Another thing I wanted to say about the letter is.. writing that letter, and the ones previous to it, was very therapeutic for me... as was re-reading in. WIth that said.. I really do encourage people to write their own letters.. you don't even have to have an ED. Write a letter to your fears, anxieties, parents, food, anything that you feel you are having trouble with. Then read it back to yourself. It doesn't have to be that day.. you could wait days, or even weeks, but read it back. When you re-read your thoughts and fears, it really puts things into perspective.. and not just one time, every time you read it you will gain something from it. At first I didn't think doing this would help me.. the only time I ever really wrote was when I was in treatment.. and that was something I forced myself to do everyday so I could document my time spent there. But once I wrote the first letter.. i just felt such a weight lifted off me.. its so hard to explained.. it was like all the feelings drained out of me onto that paper.
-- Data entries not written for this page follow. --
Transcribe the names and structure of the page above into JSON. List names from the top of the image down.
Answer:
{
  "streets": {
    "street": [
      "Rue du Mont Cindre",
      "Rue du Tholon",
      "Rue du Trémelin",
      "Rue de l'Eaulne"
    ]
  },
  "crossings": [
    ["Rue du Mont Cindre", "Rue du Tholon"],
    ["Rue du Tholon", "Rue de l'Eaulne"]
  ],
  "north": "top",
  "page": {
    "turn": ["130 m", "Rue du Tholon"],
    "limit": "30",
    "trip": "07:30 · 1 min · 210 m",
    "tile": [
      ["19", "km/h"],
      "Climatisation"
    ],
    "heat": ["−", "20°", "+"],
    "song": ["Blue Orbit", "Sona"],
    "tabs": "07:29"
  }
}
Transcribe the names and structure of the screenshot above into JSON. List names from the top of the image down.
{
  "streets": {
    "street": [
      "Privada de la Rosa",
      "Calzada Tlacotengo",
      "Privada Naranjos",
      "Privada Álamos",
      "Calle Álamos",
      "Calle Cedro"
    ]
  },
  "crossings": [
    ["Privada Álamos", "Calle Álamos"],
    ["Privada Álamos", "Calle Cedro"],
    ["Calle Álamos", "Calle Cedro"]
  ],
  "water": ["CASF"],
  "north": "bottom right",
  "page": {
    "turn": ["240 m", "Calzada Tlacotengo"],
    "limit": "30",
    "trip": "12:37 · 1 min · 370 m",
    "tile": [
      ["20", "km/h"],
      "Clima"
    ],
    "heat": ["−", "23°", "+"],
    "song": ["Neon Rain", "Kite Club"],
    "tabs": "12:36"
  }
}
I was actually physically and mentally tired after writing it! haha. So, anyway, I really do encourage each and every one of you to write your own letters to ED, or w/e you feel is taking control of your life that you want back. <3

This picture I took on my walk to school (as I do with most of my pics.. haha) In this post, I feel like it helps to symbolize a road to recovery.. doesn't the pic just make you wana walk right down the path!! haha :)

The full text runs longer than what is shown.